Researcher life: Bear in mind

So first, an update for my readers – After a long absence from my blog, for which I send across my heart-felt apologies, I have decided to post more often, and even post shorter articles when I’m on the go. I hope you still like this form of more uninhibited writing. This way I do get to put my thoughts out more often! : )

Last week I attended the ‘Career Day for PhDs’ organized by my university. Career day refers to a day full of talks and stalls to inform early researchers about possible options in academia. A very informative day, but also a whole lot of advice giving and proclamations about skills to be developed, jobs to be searched, contacts to be made. An overwhelming event like this made me wonder if there are more basic skills behind this big ol’ PhD checklist.
So here goes, my top 3 things you should keep doing to ultimately meet your PhD goals.
1. Build Interdisciplinary Skills – the biggest misconception people have, is that a PhD is about applying what you have learnt in your entire education till now, or continuing what you have learnt so far. Nope. Its about learning everything there is to learn about a certain topic. And your field is probably not the only field thinking about this topic. So you need to learn how other sciences approach this topic, what they are doing about it, where the many fields meet and how you can use it. For e.g. if you are studying depression, you need to obviously know all the psychology theories behind it, but also the therapies, the cost on health care system, the medical approach to it, and maybe all the possible ways it is studied – using EEG, fMRI, perception to emotions, movement measurements everyday and so on.

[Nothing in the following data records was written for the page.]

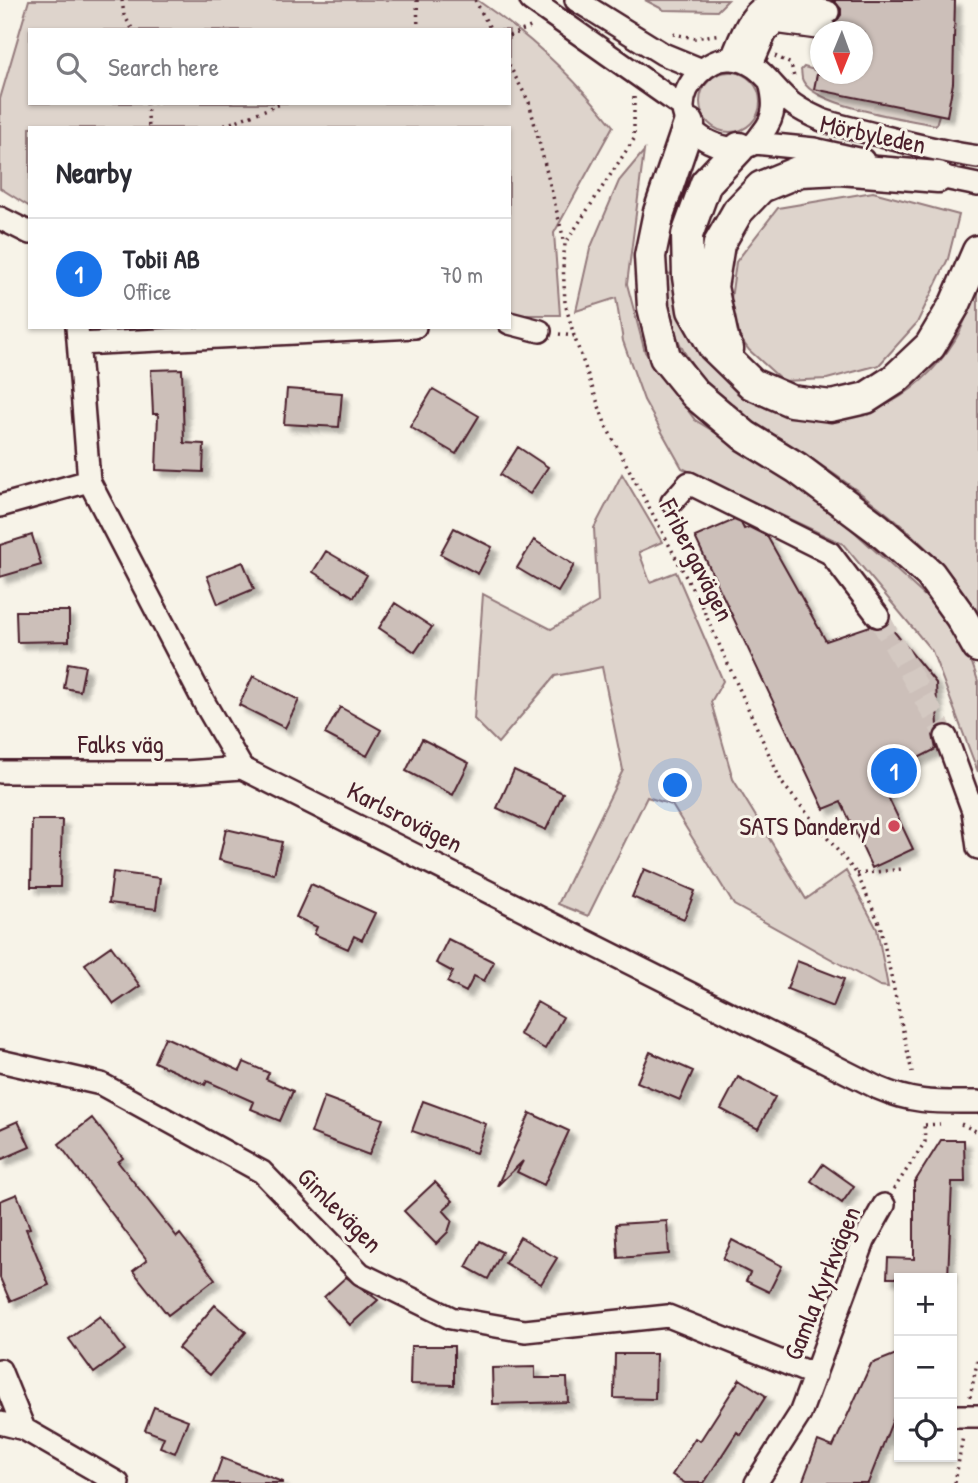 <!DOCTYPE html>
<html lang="en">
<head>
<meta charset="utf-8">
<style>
	:root { --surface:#fff; --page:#f2f2f3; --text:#2b2b33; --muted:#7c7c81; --line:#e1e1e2; --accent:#1a73e8 }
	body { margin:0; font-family:"Patrick Hand",sans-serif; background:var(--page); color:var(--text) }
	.controls { position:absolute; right:21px; bottom:21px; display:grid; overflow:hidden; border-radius:0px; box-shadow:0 2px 5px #0004 }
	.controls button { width:63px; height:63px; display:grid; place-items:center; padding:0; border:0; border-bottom:2px solid var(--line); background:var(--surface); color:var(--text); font:35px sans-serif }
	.compass { position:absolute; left:810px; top:21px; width:63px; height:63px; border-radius:50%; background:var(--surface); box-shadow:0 2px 5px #0004; rotate:181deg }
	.you { position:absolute; left:676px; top:786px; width:24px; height:24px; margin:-18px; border:5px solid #fff; border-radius:50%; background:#1a73e8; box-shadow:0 0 0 10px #1a73e833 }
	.badge { display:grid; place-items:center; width:46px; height:46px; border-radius:50%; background:var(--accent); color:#fff; font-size:23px; font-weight:700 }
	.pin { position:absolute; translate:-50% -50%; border:4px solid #fff; box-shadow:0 2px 7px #0006 }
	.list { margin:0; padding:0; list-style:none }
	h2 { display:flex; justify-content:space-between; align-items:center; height:91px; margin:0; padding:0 28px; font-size:30px }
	h2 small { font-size:23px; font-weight:400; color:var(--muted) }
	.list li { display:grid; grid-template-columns:46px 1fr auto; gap:21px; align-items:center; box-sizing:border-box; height:112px; padding:0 28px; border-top:2px solid var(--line) }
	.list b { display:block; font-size:26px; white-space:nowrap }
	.list p { margin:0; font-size:23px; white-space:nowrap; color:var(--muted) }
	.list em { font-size:23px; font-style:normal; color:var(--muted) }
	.icon { flex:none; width:38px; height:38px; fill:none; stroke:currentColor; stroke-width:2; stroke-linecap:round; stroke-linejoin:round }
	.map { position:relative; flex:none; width:978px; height:1483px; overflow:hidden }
	.search { position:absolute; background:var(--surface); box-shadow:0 2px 5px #0004; left:28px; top:28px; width:483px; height:77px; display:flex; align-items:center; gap:18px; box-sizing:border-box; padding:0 24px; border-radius:0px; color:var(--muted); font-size:26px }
	.panel { position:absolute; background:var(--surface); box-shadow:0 2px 5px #0004; left:28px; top:126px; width:483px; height:203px; border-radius:0px }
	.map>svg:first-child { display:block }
	.green { fill:#ded4cc; stroke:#947a7c; stroke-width:2; fill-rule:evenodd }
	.building { fill:#ccbfb9; stroke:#4a1f2b; stroke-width:2; filter:url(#shadow) }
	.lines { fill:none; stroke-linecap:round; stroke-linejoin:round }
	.minor-tunnel { stroke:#d4c9c2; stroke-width:21; stroke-dasharray:21 10; stroke-linecap:butt }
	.minor-casing { stroke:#4a1f2b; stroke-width:26 }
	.highway-casing { stroke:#4a1f2b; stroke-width:35 }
	.path { stroke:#4a1f2b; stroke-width:3.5; stroke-dasharray:2 5; stroke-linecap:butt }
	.minor { stroke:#f7f3e8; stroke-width:21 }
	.highway { stroke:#f7f3e8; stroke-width:30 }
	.poi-dot { fill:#d1495b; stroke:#f7f3e8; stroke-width:2.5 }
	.labels { text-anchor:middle; stroke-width:6; stroke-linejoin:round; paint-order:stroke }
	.street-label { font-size:26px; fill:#4a1f2b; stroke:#f7f3e8 }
	.poi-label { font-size:26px; fill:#4a1f2b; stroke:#f7f3e8; text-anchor:end }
</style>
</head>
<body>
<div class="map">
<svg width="978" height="1483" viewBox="0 0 978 1483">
	<defs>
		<filter id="shadow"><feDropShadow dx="6" dy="6" stdDeviation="2" flood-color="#0004"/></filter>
	</defs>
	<rect width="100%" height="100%" fill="#f7f3e8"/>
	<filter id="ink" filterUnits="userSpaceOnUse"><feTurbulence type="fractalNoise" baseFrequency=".0143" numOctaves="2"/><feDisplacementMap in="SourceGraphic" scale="14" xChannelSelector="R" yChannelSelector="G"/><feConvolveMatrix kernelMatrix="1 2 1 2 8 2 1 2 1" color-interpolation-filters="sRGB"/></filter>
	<g filter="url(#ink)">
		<path class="green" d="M29,0H477C529,35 574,77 613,126L554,233L560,315H509V128H30V207L0,188V99ZM30,30H509V103H30Z
			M645,0H728L717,11L664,10Z
			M804,67L838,77L860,94L939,115L936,125C909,120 815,106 803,81C801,78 802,74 801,70Z
			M700 102a30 30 0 1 1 60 0a30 30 0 1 1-60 0Z
			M644,151L627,284L645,352L695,420L774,468L847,525L927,598L970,657L978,681V772L932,651L843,544L682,468L644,400L623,341L616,298L576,311L590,249L619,181Z
			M873,192L959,215L948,259L917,323L879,365L827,379L783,381L749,350L728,321L736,262L778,208Z
			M679,273C693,315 703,360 736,392C745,401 767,406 779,411C848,438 918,400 955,340C966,323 972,299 978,280V618C952,558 869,497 815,461C790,445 762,433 738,415C729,409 722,400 715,392C679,354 668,327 665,274Z
			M622,474L662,542L639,552L650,582L676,572L723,681L711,702L733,779L806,899L846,871L877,929L888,987L880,986L734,905L672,805L647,797L588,916L558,904L623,770L602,667L555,676L498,743L474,719L483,594L551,629L598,602L594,528Z"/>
		<path class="building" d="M833,0H955L953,83L947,116L814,89L817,74H863V32H838L836,22L841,15V9Z
			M182,369L184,443L204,444L203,472L156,470L158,414H153L151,370Z
			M287,389L342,393L339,427L284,424Z
			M433,389L479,416L456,454L410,427Z
			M518,447L548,467L530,494L500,475Z
			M734,520L741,523L744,529L749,527L767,536L826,641L870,626L879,629L888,624L936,683L938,727L933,735L936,749L879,778L913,849L872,868L841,802L824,809L695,537Z
			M454,528L492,547L478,574L440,554Z
			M32,535L41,565L0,577V545Z
			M534,540L574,565L558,592L517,568Z
			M326,551L367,575L354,597L313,572Z
			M243,562L254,589L218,604L207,576Z
			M395,603L432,627L415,652L379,628Z
			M16,611H69V641L17,642Z
			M68,663L85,666L80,691L64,688Z
			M253,676L299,700L285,728L239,705Z
			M340,707L381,730L367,756L325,734Z
			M422,739L469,763L453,795L406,771Z
			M514,770L563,793L546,830L497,808Z
			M32,820H62L60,887H31Z
			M226,829L282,842L274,874L219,860Z
			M644,869L695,891L684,919L632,897Z
			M113,872L160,878L156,909L109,903Z
			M311,884L375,913L362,940L354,936L348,949L314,934L317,927L296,917Z
			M448,939L494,962L484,981L474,976L466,992L447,982L453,972L436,963Z
			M111,946L140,986L114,1004L85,964Z
			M797,961L844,979L833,1007L787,989Z
			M537,1002L563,1017L545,1049L519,1034Z
			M165,1037L240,1071L244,1062L269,1073L266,1079L293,1091L280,1121L251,1109L254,1102L207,1081L205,1085L154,1062Z
			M650,1052L693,1071L680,1100L637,1082Z
			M738,1077L775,1097L758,1129L721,1109Z
			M324,1097L383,1119L369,1155L311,1133Z
			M423,1101L486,1124L476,1153L412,1131Z
			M530,1113L569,1131L544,1185L517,1172L523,1161L497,1186Z
			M92,1118L123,1158L118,1162L177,1237L180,1234L215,1279L168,1315L133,1271L147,1260L59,1144Z
			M18,1121L30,1147L0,1160V1129Z
			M941,1140H964L965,1182H952L948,1278H887L888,1258L914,1259V1183Z
			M823,1164L854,1186L842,1203L811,1181Z
			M435,1182L453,1201L443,1210L452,1220L448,1232L436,1244L404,1211Z
			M17,1194L30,1228L26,1229L49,1285L10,1301L0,1278V1201Z
			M667,1221L669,1254L618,1258L616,1224Z
			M520,1237L557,1258L541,1284L505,1263Z
			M732,1240L782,1266L769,1292L746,1281L750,1273L723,1259Z
			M480,1241L502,1252L488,1279L466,1267Z
			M346,1277L378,1300L350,1325L324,1297Z
			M215,1305L246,1332L210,1375L178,1348Z
			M100,1316L125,1350L94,1373L69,1339Z
			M411,1346H454V1385L410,1384Z
			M899,1353V1404L868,1483H802L818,1441L833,1447L871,1364Z
			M615,1354H656L655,1399L614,1398Z
			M535,1367V1378H567L568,1402L493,1404L492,1368Z
			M740,1379L766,1396L741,1435L737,1432L704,1483H685L672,1475L695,1438L700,1441Z
			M154,1407L188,1420L175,1453L160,1447L164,1437L145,1430Z
			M222,1458L282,1482V1483H213Z"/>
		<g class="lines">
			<path class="minor-tunnel" d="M878,616L946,737"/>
			<defs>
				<path id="minor" d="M531,0L683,107
					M576,0L663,54L702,70
					M732,58C740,39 752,1 779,2C795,3 812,9 828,12
					M752,64L765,34L775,22L825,29
					M770,82C775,101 776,116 763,132C760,136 757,141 753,144C729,157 683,137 683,107C683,84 708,57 731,59C761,60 772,90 794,105C802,111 813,116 822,120C839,126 857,129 874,134C909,143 942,152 978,157
					M755,143L814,149L863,160
					M925,174L978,185
					M0,218L30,233
					M509,323L540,331
					M77,327L89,481L205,704L242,768L878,1088C915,1104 938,1102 978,1102
					M79,344L415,327
					M672,502L689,483L830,553L878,616
					M0,506L89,481
					M946,737L973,811L978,848
					M0,772H186L242,768
					M0,1061L101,1084L262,1172L361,1274L451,1318L525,1331L668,1316L815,1375
					M0,1370L24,1429
					M952,1416H978
					M0,1423L24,1429L118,1483
					M756,1483L800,1414L864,1241L884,1205"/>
				<path id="highway" d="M689,124L659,212L650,256L653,307L665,357L695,394L745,436L797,468L877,528L930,574L961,617L978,647
					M739,148L706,183L687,235L688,277L693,310L714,347L752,384L791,401L831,406L866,398L894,380L930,346L955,304L978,251
					M728,349L724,343L712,287L719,244L738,211L761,187L800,171L840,169L938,177"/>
			</defs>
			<use href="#minor" class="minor-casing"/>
			<use href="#highway" class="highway-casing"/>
			<path class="path" d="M122,0L124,15L133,30
				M417,0L418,30
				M475,0L491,30
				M673,34L695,38L721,34
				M509,36L533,26
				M775,56L791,64L794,77
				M509,65L529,102L565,244
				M634,97V139L565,244L563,263L565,303L574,336L606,426L703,609L782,783L857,874L880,925L913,1077
				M147,103L149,128
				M218,128L283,103
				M559,334L574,336
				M857,874L902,869
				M961,1124L978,1132
				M925,1125L940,1124
				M894,1189L925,1142L924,1122
				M970,1397L978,1358
				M955,1483L963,1436"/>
			<use href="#minor" class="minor"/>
			<use href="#highway" class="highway"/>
		</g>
	</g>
	<circle class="poi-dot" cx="894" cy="826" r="7"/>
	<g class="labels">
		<g class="street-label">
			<text transform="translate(873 134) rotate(12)" y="9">Mörbyleden</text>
			<text transform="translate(697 560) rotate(63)" y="9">Fribergavägen</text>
			<text x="121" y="753">Falks väg</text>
			<text transform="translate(405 817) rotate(27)" y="9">Karlsrovägen</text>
			<text transform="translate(340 1210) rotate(45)" y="9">Gimlevägen</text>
			<text transform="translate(822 1283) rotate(-68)" y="9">Gamla Kyrkvägen</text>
		</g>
		<g class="poi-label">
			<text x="880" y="835">SATS Danderyd</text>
		</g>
	</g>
</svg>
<div class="controls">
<button>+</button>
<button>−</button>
<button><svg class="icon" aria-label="locate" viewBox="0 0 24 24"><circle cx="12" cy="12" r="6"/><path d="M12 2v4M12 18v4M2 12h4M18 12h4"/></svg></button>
</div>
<svg class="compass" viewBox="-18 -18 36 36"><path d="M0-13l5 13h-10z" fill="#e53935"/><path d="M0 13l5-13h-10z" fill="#7c7c81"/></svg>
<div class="you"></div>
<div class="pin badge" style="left:894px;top:771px">1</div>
<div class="search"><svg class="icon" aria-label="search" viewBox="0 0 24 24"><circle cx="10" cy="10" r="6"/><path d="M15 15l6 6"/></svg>Search here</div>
<section class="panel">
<h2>Nearby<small></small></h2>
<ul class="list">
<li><span class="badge">1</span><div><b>Tobii AB</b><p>Office</p></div><em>70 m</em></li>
</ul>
</section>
</div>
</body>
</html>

You need to be a Jack of all trade and be a master of some…so don’t shy away from something that’s ‘not your field’.
2. Get Perspectives – a researcher’s life is full of convincing people your work is worth caring about; whether its applying for grants, publishing, or communicating to the industry/pop science magazine. Each of these people judge your work on different criteria…maybe on the scientific robustness, maybe on its contribution to society, maybe simply on the doability of research. But all of this means, you should have first thought of these aspects yourself.
The best way to think about your research thoroughly is to not restrict it to just your mind, but rather keep talking to different people, from different walks, about your work.
3. Keep your Scientific Curiosity – a lot of the post-docs I met yesterday said being in a PhD was like being in a tunnel. You just wanted the light at the end with no idea what was happening outside this PhD. This is actually a pretty normal and sometimes externally reinforced approach to doing a PhD. I realize myself that I fall prey to this pattern once in a while. But every time I get out of this tunnel vision, I realize why I am doing this project and enter back into the tunnel with better ideas and solutions, for my current project and for my future projects. I also think this balance is something that needs to be cultivated in the PhD years.
Every once in a while take time out to do things that are scientific, that interest you professionally, but are not related to your PhD.
Ultimately I’d just like to end with a thought which was my recurrent idea throughout the talks yesterday – don’t treat your PhD as a job, a collection of tasks, given to you for your skills, but a career that you willingly got into, a field you want to learn about  and a community you willingly wanted to be a part of.